Following is my response to Foreign Policy on what I’d learned about the United States’ response to the protests in Morocco. Read more reactions here from other people from across the Arab world.

**

As U.S. President Barack Obama prepares to give a seminal speech on the Middle East on Thursday, Foreign Policy asked key dissidents and activists across the region what they’d like to see from the administration.

What did you learn about the United States’ foreign policy in its response to the protests in Morocco?

The early U.S. diplomatic reactions to the Arab uprisings have confirmed a constant in U.S. foreign policy — an enduring double standard that deals with countries on a case-by-case basis, in an approach guided in fact by a narrow interpretation of the odd notion of U.S. national interest.

While the U.S. foreign policy’s double standard is blatant in its dealings with governments like Bahrain or Yemen, it takes a much more pervasive and subtle form in semi-authoritarian countries like Morocco.

But the U.S. official policy puts it at odds with a young, freedom-aspiring generation of Moroccans, hundreds of thousands of whom are still taking to the streets, rejecting a reform process they deem inconsistent with the popular will, while facing an increasingly repressive security apparatus.

The Arab spring is changing the rules of the game. U.S. foreign policy is still based on a doctrine that reserves different sets of rules for different sets of countries. This double standard is insulting to the intelligence of the people of the region who can no longer tolerate that their freedoms be confiscated in the name of a superpower’s perceived interest.

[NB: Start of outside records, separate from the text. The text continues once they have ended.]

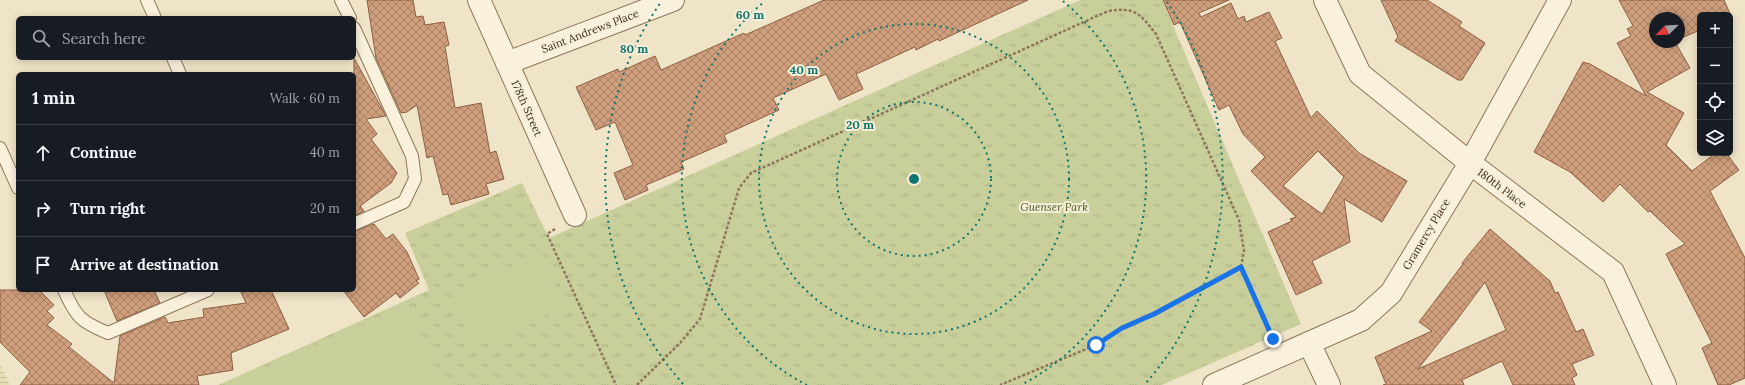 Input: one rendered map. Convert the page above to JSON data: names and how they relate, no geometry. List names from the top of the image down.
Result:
{
  "streets": {
    "street": [
      "Saint Andrews Place",
      "178th Street",
      "180th Place",
      "Gramercy Place"
    ]
  },
  "crossings": [
    ["Saint Andrews Place", "178th Street"],
    ["180th Place", "Gramercy Place"]
  ],
  "parks": ["Guenser Park"],
  "north": "bottom left",
  "page": {
    "map_buttons": ["+", "−"],
    "search": "Search here",
    "heading": ["1 min", "Walk · 60 m"],
    "list": [
      ["Continue", "40 m"],
      ["Turn right", "20 m"],
      "Arrive at destination"
    ]
  },
  "rings": [
    "60 m",
    "80 m",
    "40 m",
    "20 m"
  ]
}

In an ideal world, what would you like Obama to say on Thursday when addressing events in your country or the region?

In an ideal world, Mr. Obama would pledge that the United States will never interfere with the people’s aspirations for freedom and democracy, whether in the Arab region or any other part of the world. Mr. Obama would also be vowing to respect the sovereignty of free and democratic countries, whether political or economic. He would finally be declaring that the United States is withdrawing its support from every state that doesn’t respect human rights, and that would necessarily include Israel and all Arab states, minus Tunisia and Egypt.

2 thoughts on “Foreign Policy: Speaking Truth to Power

  1. I certainly agree considering how many of our national political figureheads over the years have aligned themselves to do business with the Saudi Royal family and other heavily financed special interest groups to finance their political and personal objectives.

    Thanks a lot

  2. I agree 100% with your analysis.
    The US has not taken any official position vis-a-vis the Moroccan freedom movement.
    I just hope that they won’t follow in the footsteps of the Bahraini regime, and implicitly encourage the brutal repression of the Moroccan youth.